Imagine if one pill could safely lodge itself in your intestine and systematically deliver a daily dose of your required medication for months on end.
That’s the projected reality of a new ultra-long-lasting drug delivery capsule, based on technology developed by researchers in the US and UK.
The capsule, described this week in Science Translational Medicine, encases a star-shaped structure that unfolds once it hits the stomach. Its size and shape prevent it from being passed through the gastrointestinal tract immediately.
Instead, it takes up residence in the intestine, where it dispenses an allotment of medication in highly controlled dosages – a long-term treatment in one pill.
In this study, the research team tested this capsule successfully on pigs, reporting regular, two-week administration of medication without any harmful side-effects.
After treatment ended, the structure broke apart and passed through the digestive tract as normal.
Statistics from the World Health Organisation say just 50% of patients in developed countries adhere to their prescribed medication regime, and this creates a heavy financial burden on healthcare systems.
The new technology could have huge effects in all corners of healthcare, says Robert Langer, a chemical engineer at Massachusetts Institute of Technology in the US and senior author of the study.
“Until now, oral drugs would almost never last for more than a day,” he explains.
“This really opens the door to ultra-long-lasting oral systems, which could have an effect on all kinds of diseases, such as Alzheimer’s or mental health disorders.

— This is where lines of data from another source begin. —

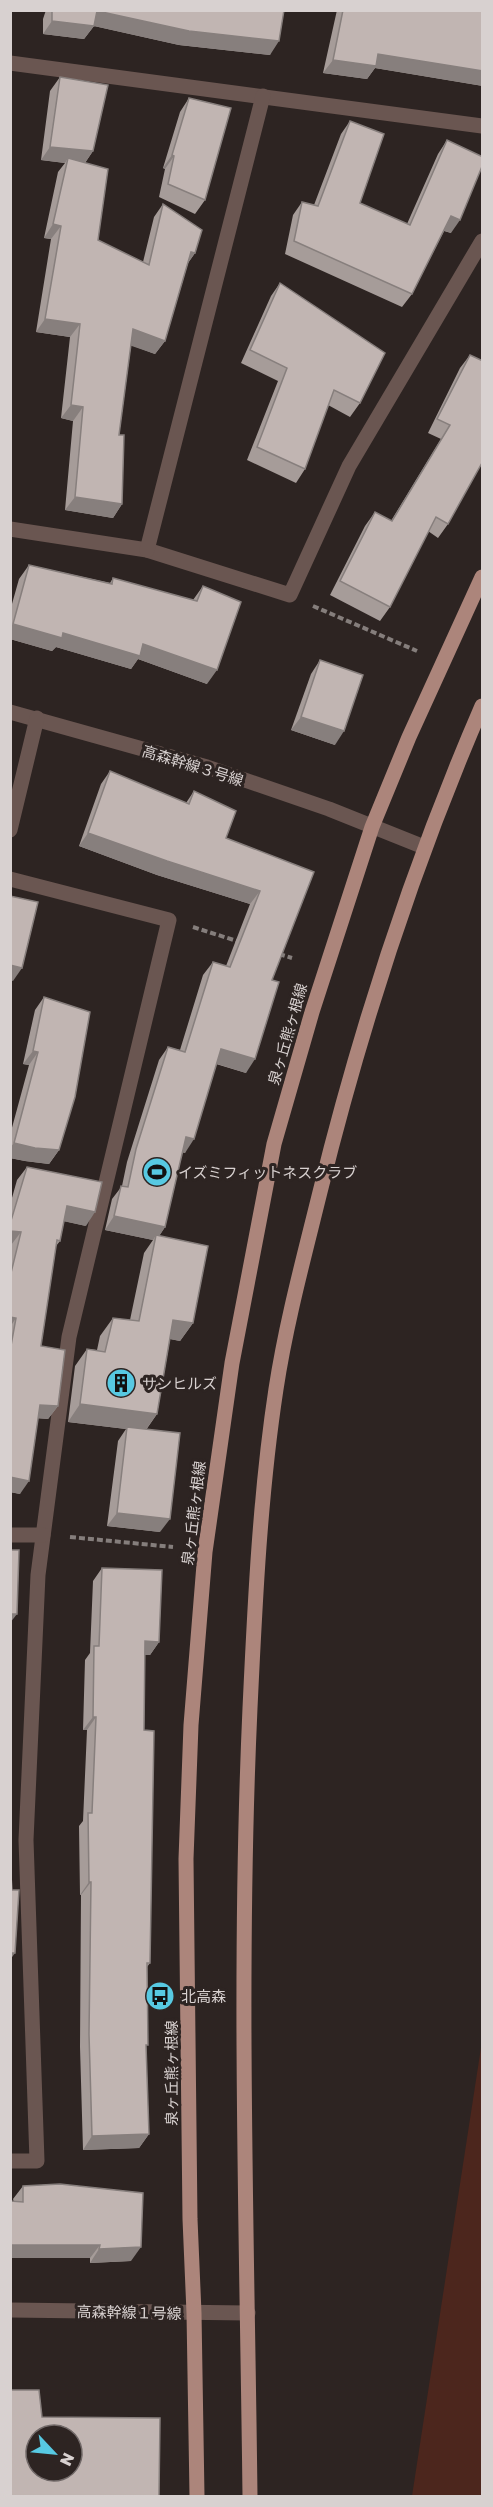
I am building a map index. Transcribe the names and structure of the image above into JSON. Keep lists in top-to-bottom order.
{
  "streets": {
    "main road": ["泉ヶ丘熊ヶ根線"],
    "street": ["高森幹線３号線", "高森幹線１号線"]
  },
  "crossings": [
    ["高森幹線３号線", "泉ヶ丘熊ヶ根線"],
    ["泉ヶ丘熊ヶ根線", "高森幹線１号線"]
  ],
  "places": {
    "sports": ["イズミフィットネスクラブ"],
    "building": ["サンヒルズ"],
    "bus stop": ["北高森"]
  },
  "north": "bottom right"
}
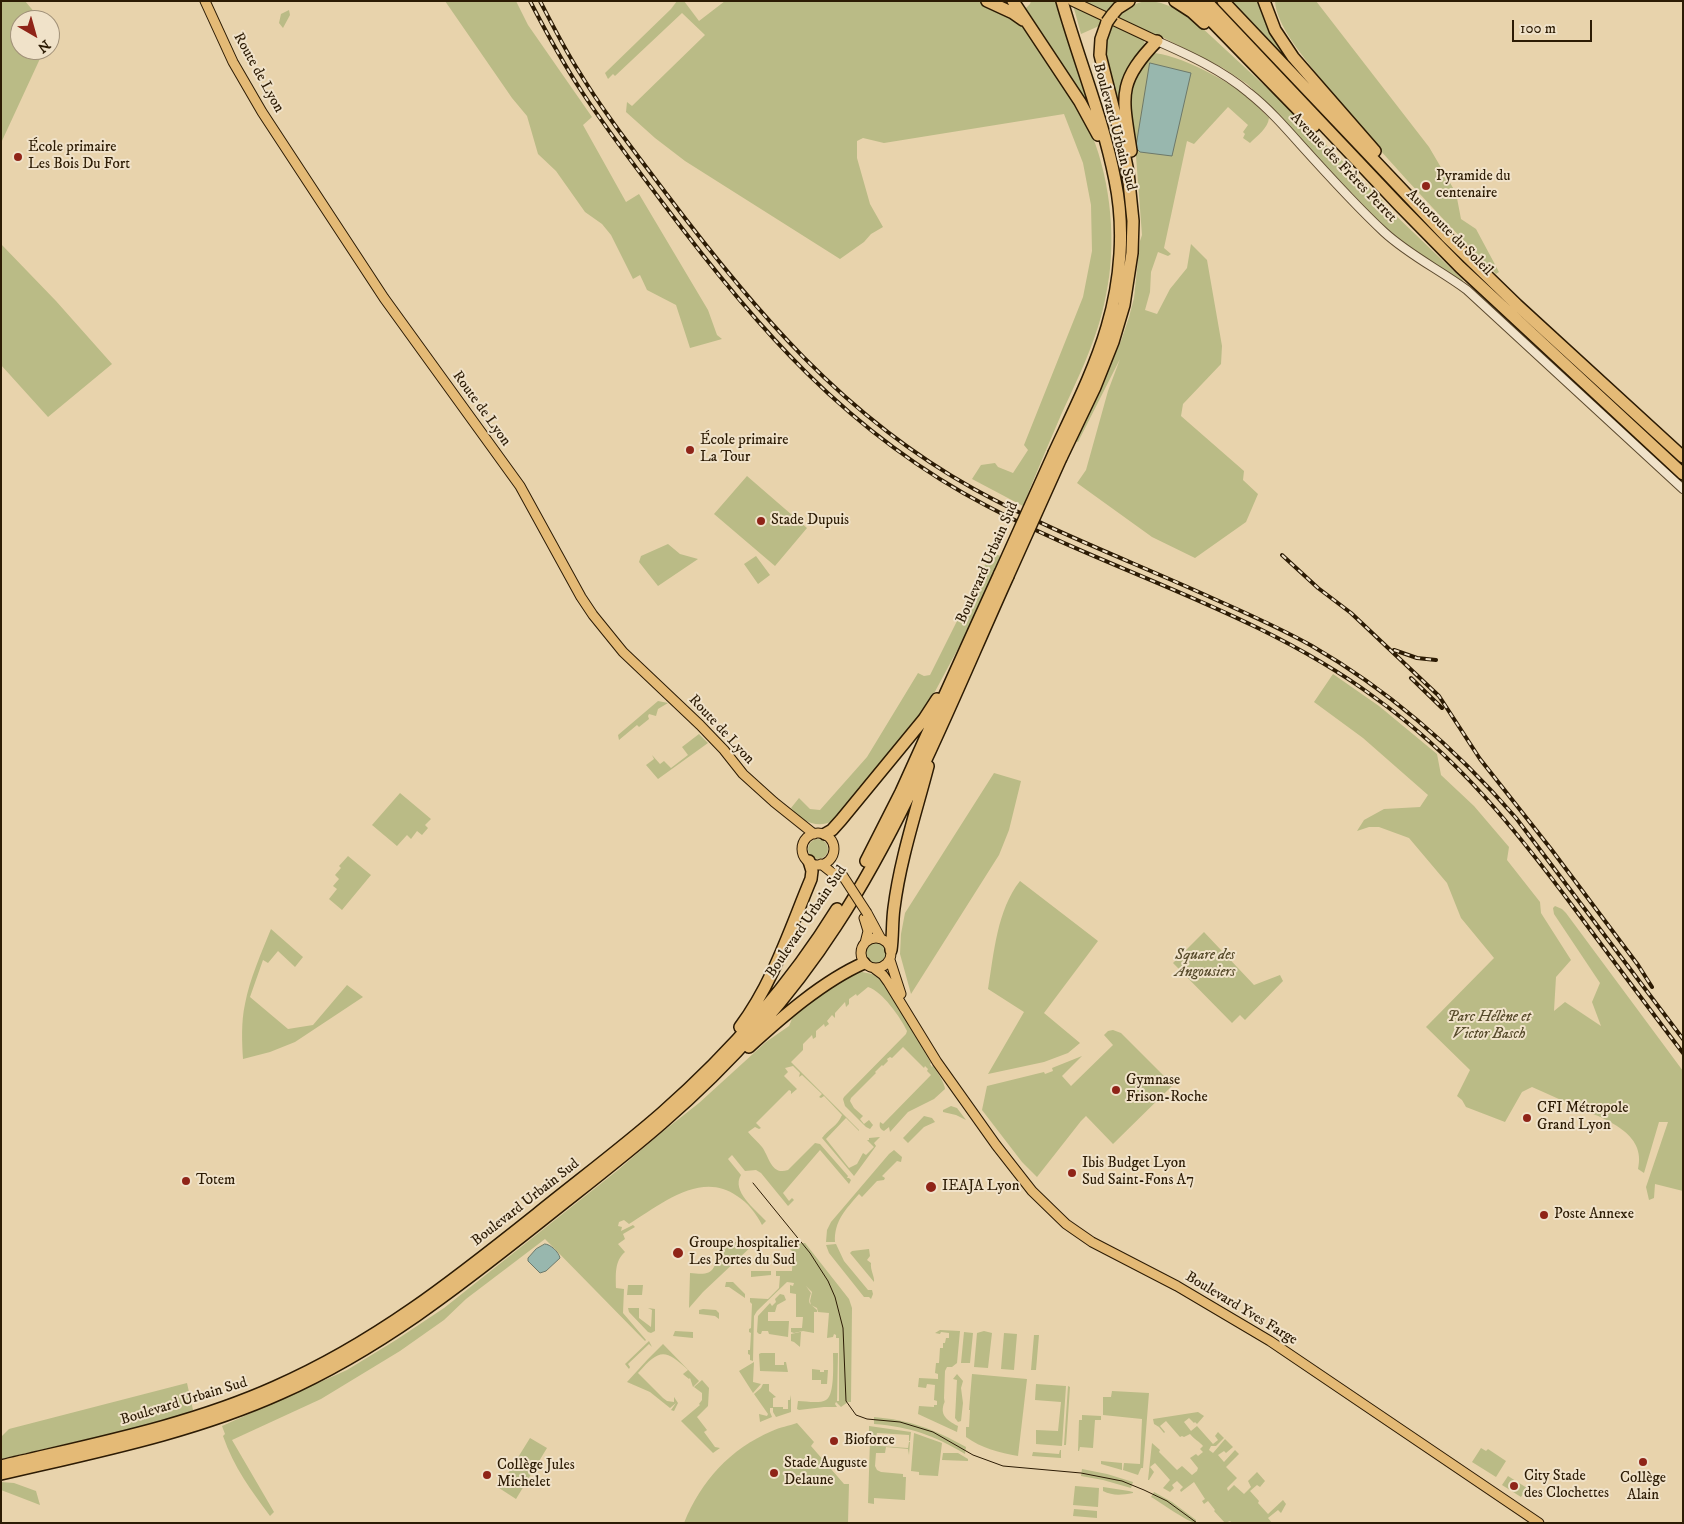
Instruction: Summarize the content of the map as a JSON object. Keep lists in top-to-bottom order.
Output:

There are a lot of exciting things this could someday enable.”
The new study focuses on the technology’s applications in large-scale anti-malaria campaign, using a drug called ivermectin.

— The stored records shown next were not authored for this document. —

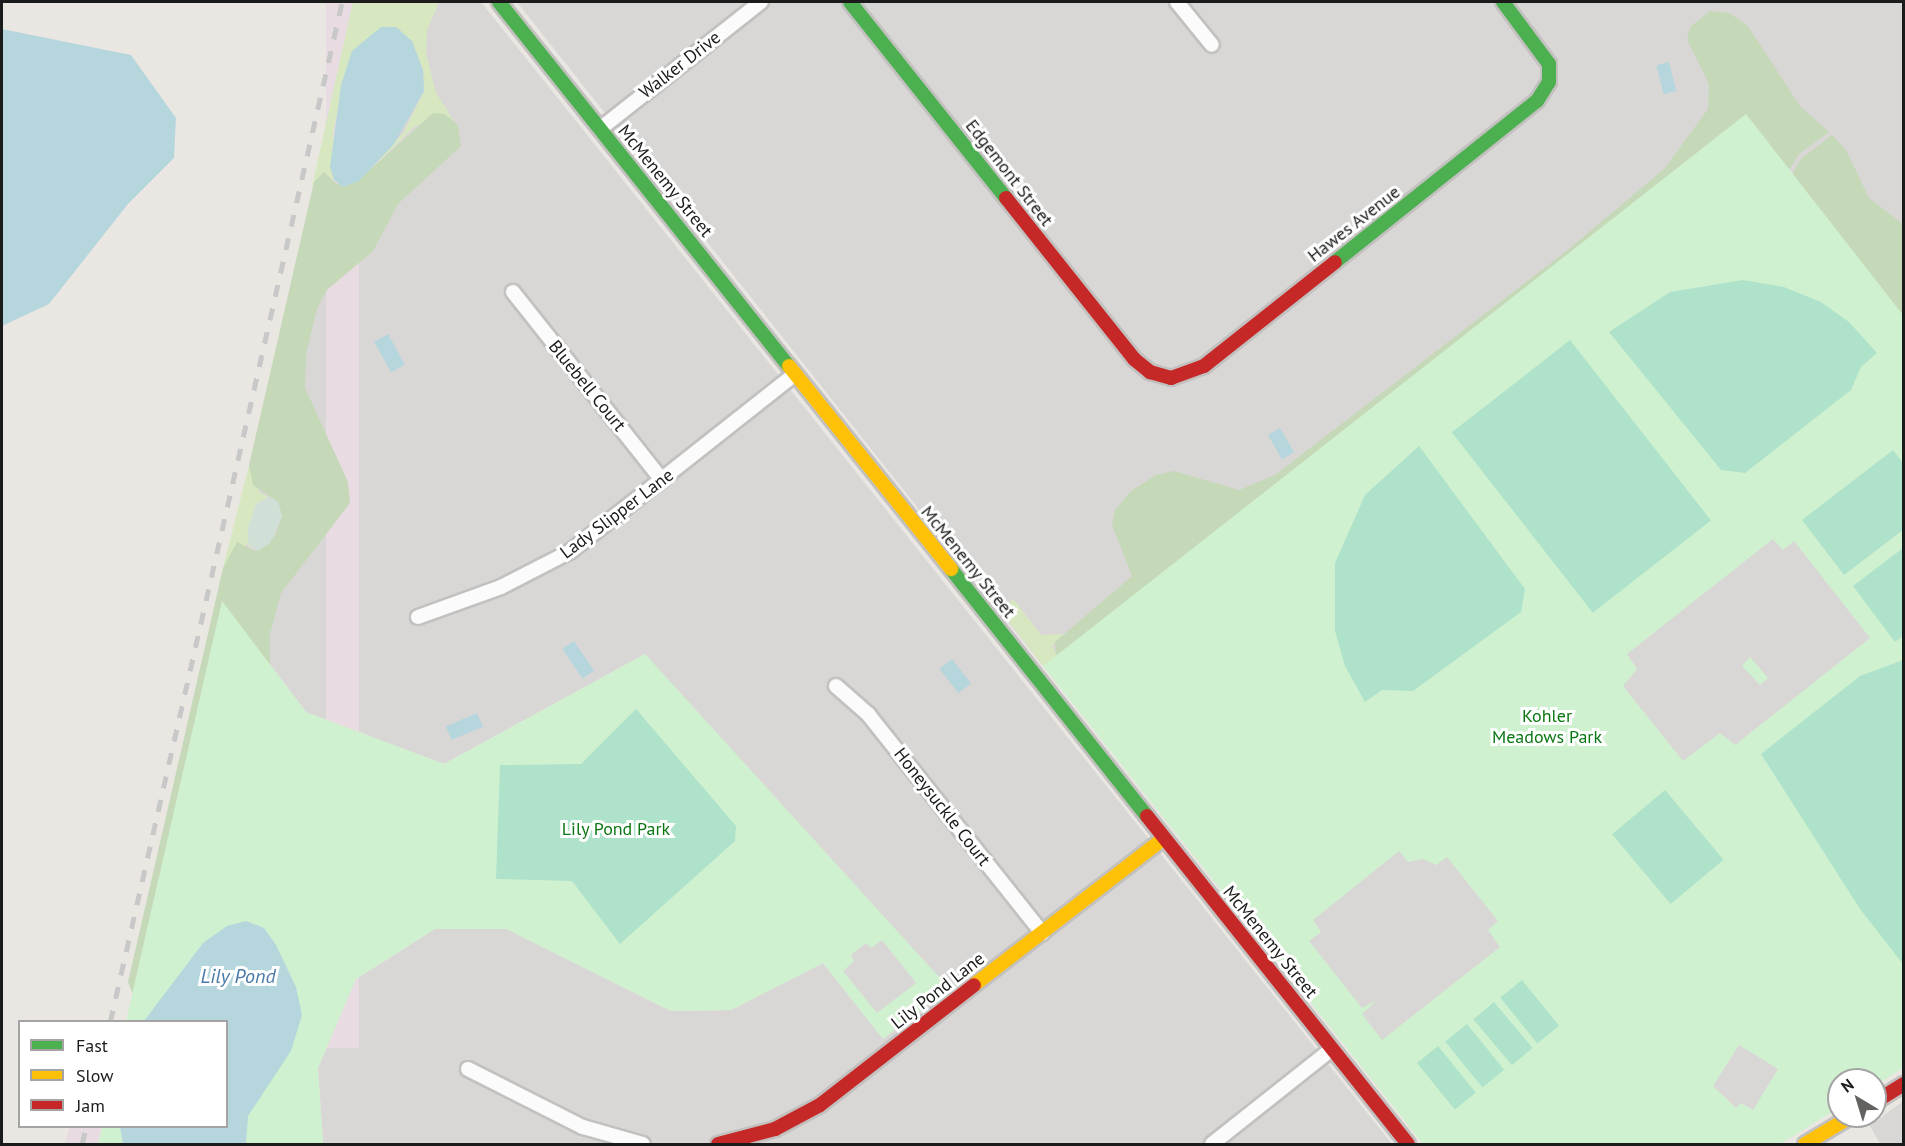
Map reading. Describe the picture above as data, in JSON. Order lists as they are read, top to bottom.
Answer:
{
  "streets": {
    "street": [
      "Walker Drive",
      "Edgemont Street",
      "McMenemy Street",
      "Hawes Avenue",
      "Bluebell Court",
      "Lady Slipper Lane",
      "Honeysuckle Court",
      "Lily Pond Lane"
    ]
  },
  "crossings": [
    ["Walker Drive", "McMenemy Street"],
    ["Edgemont Street", "Hawes Avenue"],
    ["McMenemy Street", "Lady Slipper Lane"],
    ["McMenemy Street", "Lily Pond Lane"],
    ["Bluebell Court", "Lady Slipper Lane"],
    ["Honeysuckle Court", "Lily Pond Lane"]
  ],
  "water": ["Lily Pond"],
  "parks": ["Kohler Meadows Park", "Lily Pond Park"],
  "legend": ["Fast", "Slow", "Jam"],
  "north": "top left"
}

If a mosquito bites someone with ivermectin in their system, it dies, and researchers believe this could go a long way towards eliminating the deadly virus in regions where it thrives.
But ivermectin requires regular administration over a long period of time, which leaves a lot of room for human error.
“Getting patients to take medicine day after day after day is really challenging,” says Andrew Bellinger, co-author of the paper and a cardiologist at Brigham and Women’s Hospital in the US.
“If the medicine could be effective for a long period of time, you could radically improve the efficacy of your mass drug administration campaigns.”
The team is focused on patients with the most onerous medication regimes, including people with diabetes, HIV and epilepsy.
Amy Middleton is a Melbourne-based journalist.